An outline planning application for 75 homes, next to a River Crane nature reserve, has resulted in a wholesale destruction of a nature conservation buffer zone, as specified by Richmond Council's Unitary Development Plan (UDP).

Local objectors, shocked by the loss of the natural habitat, and already dismayed by the massive development of the 'Feltham Marshalling Yards' to the north, accuse the Council of a collusive lapse of discipline. The original owners of the 'Mill Farm Site', LB Hounslow, mysteriously ceded it to the adjacent authority "for no consideration" when the borough border moved to the north. LB Richmond then eventually sold it to Richmond Churches Housing Trust, with the site boundary already adjusted to accommodate the subsequent plan, hence the felling of mature Birch Trees to gain access.

According to the architect the land (originally a scrap yard for aircraft) had to be cleared because of contamination. The complaint is then that a soil survey had indeed been completed in 1997 but the implications of it failed to surface as an issue during the UDP review inspection, nor during the outline plan approval.

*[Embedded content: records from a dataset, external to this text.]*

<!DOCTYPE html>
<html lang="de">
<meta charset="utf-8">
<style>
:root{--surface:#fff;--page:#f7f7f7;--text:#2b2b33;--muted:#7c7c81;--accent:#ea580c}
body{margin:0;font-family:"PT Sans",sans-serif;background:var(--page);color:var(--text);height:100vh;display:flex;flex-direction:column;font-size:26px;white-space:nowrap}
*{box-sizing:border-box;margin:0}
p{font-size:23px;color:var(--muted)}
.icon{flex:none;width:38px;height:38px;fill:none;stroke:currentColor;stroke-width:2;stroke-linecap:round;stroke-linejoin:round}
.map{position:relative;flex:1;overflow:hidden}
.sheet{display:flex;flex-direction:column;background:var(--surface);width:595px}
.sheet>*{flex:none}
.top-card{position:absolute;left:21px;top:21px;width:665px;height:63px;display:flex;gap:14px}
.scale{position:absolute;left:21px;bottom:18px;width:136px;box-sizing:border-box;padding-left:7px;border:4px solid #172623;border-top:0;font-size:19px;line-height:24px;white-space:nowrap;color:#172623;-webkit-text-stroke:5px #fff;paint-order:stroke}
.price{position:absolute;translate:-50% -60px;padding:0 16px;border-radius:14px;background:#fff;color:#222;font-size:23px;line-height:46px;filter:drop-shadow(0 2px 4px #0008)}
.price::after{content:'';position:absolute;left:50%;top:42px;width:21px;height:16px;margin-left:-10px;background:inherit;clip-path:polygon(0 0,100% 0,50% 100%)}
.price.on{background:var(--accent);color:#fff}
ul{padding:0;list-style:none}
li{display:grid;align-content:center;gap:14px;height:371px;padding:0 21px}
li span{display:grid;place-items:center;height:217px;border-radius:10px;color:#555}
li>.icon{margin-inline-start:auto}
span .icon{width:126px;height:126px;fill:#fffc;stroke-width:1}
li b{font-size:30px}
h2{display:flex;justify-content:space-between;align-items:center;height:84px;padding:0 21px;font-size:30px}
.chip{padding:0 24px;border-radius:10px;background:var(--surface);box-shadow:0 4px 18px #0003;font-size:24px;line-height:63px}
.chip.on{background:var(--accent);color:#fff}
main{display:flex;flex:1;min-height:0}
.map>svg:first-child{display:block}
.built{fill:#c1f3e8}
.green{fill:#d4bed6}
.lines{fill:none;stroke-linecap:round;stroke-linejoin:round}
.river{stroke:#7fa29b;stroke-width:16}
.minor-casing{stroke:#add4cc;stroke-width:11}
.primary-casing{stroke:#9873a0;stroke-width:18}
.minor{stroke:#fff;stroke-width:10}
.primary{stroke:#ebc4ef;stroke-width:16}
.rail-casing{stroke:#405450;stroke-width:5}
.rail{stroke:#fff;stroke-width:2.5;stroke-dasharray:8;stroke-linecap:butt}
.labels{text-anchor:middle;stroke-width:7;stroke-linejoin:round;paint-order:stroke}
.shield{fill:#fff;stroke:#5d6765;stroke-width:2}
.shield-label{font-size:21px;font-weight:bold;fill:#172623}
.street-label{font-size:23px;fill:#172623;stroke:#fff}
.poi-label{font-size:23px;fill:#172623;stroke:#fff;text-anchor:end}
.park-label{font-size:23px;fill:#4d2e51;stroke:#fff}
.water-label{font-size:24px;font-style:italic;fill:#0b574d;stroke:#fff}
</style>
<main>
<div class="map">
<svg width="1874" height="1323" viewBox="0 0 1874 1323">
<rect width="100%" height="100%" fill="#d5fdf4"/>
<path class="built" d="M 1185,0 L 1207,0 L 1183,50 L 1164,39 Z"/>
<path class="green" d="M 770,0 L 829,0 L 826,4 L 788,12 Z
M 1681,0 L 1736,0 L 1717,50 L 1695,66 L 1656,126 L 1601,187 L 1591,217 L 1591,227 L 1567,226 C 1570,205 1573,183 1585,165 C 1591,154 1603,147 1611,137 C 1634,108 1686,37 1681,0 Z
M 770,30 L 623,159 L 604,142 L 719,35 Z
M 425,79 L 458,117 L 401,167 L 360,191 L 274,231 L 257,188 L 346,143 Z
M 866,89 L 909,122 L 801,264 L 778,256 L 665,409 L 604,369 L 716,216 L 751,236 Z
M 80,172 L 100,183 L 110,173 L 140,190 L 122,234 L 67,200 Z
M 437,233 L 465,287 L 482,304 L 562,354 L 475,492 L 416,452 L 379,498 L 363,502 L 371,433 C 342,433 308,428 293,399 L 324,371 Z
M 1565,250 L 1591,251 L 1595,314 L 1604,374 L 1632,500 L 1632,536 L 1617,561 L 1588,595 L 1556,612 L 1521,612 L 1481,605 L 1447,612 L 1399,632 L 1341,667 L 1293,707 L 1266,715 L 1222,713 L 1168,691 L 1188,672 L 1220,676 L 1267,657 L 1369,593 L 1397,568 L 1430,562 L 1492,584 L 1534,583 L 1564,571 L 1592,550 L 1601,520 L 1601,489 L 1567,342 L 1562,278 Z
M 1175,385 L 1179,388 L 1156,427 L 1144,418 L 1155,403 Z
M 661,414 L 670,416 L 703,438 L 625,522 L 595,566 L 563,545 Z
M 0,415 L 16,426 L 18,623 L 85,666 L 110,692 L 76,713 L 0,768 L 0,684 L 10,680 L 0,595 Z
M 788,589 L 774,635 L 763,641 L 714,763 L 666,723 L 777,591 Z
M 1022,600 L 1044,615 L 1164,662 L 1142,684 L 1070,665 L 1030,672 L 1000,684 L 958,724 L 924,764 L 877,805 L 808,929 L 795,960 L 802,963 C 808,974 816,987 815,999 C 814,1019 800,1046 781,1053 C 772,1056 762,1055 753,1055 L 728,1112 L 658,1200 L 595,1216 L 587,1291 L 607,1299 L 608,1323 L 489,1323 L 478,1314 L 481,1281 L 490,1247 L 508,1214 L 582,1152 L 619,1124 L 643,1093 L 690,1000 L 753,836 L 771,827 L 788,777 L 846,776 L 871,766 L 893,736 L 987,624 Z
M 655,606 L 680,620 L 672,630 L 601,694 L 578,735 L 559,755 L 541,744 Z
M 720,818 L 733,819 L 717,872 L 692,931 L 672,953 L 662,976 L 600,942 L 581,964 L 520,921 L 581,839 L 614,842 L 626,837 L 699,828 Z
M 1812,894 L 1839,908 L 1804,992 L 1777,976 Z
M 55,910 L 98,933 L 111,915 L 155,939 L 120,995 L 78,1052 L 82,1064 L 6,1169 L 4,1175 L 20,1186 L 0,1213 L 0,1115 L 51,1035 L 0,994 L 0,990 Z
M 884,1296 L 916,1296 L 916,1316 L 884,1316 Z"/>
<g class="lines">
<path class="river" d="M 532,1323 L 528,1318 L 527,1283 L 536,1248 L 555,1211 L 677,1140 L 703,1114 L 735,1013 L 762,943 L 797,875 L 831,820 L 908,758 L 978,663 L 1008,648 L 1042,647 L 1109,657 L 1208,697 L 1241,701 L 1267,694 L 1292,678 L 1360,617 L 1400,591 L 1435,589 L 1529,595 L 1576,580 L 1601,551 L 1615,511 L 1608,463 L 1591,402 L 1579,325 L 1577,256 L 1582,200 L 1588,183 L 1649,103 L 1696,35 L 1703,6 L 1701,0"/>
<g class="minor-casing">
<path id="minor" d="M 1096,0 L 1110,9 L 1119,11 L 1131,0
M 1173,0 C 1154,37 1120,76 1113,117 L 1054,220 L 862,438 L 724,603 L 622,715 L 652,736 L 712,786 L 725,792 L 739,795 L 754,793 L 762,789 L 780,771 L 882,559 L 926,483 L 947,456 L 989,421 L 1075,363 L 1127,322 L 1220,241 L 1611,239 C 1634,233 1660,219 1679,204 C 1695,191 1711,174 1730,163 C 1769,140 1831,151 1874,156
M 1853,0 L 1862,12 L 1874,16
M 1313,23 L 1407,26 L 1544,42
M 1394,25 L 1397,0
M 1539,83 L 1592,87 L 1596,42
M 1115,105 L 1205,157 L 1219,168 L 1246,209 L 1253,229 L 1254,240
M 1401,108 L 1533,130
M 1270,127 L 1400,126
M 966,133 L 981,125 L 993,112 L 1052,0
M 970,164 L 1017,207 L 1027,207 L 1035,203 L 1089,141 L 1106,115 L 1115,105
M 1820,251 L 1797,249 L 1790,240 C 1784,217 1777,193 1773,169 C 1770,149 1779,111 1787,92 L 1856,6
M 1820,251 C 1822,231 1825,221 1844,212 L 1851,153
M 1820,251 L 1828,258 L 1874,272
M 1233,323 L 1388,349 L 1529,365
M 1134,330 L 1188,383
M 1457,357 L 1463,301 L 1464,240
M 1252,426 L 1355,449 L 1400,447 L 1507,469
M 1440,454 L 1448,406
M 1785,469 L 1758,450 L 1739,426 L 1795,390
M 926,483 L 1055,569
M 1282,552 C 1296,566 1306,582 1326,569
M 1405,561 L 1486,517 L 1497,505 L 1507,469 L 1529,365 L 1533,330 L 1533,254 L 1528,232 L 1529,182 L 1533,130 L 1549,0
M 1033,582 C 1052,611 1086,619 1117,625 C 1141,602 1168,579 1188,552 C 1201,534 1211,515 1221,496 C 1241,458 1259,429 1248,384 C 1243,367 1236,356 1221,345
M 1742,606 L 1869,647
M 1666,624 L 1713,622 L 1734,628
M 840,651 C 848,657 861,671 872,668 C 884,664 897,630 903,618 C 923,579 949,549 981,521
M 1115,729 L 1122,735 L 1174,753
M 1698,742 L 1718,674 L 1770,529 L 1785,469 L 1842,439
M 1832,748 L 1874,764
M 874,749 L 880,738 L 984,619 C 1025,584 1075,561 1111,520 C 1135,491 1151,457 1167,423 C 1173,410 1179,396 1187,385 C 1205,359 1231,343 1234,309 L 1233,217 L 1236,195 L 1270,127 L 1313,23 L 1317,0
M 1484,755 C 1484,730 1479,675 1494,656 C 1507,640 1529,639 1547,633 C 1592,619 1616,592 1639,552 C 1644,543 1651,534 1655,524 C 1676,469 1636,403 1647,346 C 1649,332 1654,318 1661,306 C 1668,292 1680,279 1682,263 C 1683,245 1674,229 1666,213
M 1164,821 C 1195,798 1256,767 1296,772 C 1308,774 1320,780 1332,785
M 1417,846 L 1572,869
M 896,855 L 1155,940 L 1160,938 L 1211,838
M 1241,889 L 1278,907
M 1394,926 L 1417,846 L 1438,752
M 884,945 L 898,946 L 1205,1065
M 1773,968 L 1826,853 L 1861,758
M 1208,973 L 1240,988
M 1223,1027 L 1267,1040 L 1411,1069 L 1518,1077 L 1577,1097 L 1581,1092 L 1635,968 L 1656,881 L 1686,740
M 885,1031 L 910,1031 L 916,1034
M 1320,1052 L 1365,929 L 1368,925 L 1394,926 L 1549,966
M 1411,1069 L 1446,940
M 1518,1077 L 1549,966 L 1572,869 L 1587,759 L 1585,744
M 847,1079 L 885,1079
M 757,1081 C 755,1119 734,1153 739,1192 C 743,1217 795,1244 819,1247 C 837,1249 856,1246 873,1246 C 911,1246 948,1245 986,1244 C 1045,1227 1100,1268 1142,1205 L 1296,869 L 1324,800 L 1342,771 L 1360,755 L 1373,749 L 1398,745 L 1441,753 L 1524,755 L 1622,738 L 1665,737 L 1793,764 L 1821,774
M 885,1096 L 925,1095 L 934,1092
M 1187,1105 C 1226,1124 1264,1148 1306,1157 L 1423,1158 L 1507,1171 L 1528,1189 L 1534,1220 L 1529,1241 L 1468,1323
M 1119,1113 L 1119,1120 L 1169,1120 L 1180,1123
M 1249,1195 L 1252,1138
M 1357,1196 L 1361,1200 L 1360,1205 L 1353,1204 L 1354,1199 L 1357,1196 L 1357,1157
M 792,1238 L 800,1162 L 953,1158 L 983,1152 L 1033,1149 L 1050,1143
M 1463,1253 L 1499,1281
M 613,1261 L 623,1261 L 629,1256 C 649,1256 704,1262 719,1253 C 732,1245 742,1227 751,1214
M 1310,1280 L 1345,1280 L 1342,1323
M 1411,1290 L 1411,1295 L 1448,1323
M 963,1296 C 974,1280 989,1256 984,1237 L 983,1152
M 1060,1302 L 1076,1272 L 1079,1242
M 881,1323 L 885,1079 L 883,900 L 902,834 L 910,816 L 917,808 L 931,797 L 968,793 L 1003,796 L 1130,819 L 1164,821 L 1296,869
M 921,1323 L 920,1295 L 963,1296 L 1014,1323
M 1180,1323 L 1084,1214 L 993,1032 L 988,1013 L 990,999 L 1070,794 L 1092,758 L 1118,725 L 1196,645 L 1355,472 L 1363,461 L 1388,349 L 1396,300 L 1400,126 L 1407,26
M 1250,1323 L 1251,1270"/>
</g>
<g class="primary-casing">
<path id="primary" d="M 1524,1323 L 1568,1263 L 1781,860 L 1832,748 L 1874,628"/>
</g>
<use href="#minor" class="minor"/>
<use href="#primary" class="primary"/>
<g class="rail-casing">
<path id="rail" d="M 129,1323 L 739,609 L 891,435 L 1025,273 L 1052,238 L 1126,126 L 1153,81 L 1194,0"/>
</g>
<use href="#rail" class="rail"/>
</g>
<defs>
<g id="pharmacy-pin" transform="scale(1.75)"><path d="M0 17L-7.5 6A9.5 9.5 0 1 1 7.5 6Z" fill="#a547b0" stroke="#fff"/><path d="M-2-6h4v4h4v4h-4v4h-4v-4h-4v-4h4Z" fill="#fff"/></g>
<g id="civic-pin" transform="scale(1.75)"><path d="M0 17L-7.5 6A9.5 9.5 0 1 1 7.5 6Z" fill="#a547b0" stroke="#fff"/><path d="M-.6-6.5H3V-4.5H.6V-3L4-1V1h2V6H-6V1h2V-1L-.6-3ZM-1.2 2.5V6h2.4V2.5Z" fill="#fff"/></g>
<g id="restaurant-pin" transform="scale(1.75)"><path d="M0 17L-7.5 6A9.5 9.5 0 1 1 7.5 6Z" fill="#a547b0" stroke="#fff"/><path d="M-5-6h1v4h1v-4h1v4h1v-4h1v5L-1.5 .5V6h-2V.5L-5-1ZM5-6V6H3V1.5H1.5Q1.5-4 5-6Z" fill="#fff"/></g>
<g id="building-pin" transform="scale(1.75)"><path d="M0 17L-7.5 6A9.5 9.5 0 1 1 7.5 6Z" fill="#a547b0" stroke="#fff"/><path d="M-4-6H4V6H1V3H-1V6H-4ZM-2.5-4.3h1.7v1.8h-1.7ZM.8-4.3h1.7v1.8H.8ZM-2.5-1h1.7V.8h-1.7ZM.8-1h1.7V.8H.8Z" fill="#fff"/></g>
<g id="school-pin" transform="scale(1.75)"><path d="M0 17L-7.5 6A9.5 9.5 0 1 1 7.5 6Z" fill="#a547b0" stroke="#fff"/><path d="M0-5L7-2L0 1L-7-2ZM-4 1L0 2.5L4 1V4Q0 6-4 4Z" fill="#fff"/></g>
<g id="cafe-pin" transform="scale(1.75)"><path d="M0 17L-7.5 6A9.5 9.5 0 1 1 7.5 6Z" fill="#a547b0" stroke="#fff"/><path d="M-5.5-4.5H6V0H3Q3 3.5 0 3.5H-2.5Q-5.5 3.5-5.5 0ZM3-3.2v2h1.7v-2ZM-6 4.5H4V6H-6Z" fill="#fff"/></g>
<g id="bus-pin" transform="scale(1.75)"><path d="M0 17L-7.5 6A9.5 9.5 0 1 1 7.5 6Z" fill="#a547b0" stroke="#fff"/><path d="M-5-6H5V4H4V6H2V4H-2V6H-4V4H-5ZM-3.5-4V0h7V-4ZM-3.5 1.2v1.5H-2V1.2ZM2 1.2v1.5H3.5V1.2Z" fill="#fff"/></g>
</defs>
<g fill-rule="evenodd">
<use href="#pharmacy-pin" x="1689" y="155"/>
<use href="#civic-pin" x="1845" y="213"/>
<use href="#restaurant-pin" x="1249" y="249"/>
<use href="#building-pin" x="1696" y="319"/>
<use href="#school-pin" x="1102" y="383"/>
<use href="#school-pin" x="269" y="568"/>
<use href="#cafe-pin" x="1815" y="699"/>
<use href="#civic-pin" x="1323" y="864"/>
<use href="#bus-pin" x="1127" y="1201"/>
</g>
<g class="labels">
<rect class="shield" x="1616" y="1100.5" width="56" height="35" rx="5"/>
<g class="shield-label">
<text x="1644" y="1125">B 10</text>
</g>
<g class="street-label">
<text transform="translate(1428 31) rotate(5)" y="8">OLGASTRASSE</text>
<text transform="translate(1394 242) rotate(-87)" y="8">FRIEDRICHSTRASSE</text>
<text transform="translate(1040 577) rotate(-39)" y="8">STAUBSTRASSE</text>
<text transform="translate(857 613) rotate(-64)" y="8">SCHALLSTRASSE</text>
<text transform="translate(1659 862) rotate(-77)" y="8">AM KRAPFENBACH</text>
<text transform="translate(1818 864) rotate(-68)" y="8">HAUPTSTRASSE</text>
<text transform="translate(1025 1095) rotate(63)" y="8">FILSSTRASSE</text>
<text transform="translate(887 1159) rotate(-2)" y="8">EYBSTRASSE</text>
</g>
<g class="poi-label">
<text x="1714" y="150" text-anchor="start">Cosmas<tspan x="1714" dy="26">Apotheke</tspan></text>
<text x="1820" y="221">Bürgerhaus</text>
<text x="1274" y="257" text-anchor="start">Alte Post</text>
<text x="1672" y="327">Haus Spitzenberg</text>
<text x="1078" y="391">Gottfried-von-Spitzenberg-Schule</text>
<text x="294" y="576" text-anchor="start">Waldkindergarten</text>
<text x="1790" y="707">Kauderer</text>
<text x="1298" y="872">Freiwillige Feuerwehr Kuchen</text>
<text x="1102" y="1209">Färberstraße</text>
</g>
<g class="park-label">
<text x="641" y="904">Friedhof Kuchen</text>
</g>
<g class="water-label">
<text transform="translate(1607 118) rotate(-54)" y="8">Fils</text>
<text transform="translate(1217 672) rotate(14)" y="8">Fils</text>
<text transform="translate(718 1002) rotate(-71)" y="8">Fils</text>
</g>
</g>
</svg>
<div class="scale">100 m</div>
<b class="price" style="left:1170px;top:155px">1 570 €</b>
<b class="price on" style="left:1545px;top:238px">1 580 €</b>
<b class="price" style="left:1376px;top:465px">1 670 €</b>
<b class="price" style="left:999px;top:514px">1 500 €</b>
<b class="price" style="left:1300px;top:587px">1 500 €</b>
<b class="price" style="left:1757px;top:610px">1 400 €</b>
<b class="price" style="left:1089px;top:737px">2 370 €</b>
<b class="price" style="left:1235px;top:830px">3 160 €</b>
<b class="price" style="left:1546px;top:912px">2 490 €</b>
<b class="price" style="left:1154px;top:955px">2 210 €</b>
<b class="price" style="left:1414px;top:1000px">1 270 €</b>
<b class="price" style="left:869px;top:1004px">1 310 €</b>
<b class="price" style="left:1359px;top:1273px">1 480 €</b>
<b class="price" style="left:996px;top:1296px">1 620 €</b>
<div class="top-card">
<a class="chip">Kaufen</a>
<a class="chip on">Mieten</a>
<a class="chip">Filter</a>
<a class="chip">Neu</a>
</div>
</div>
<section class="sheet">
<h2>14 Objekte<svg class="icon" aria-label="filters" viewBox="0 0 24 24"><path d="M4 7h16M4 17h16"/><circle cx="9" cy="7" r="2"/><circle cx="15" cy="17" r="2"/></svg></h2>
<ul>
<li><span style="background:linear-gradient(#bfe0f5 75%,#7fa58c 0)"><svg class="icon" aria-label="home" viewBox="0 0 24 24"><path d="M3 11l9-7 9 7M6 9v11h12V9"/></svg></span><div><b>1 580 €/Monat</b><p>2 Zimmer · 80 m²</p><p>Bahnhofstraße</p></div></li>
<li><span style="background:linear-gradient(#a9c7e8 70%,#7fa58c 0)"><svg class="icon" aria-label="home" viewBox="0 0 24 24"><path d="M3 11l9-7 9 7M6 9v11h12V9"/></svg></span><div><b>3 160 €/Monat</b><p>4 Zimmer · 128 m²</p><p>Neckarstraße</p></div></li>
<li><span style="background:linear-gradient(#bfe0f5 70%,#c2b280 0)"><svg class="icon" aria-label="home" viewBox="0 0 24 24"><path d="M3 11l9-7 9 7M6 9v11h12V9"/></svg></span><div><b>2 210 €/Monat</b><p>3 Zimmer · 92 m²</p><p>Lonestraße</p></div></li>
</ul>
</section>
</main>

"The possible conflict with nature conservation interests should and could have been settled in the first instance," says local resident Ron Harvey: "Certainly enough there was no indication of anything to be felled immediately opposite to the flats. A row of eight protected trees was indicated. The plan did not correspond exactly to those that were standing but there can hardly be any dispute as to what presently survives: three trees and another bushy one, not marked at all on the plan."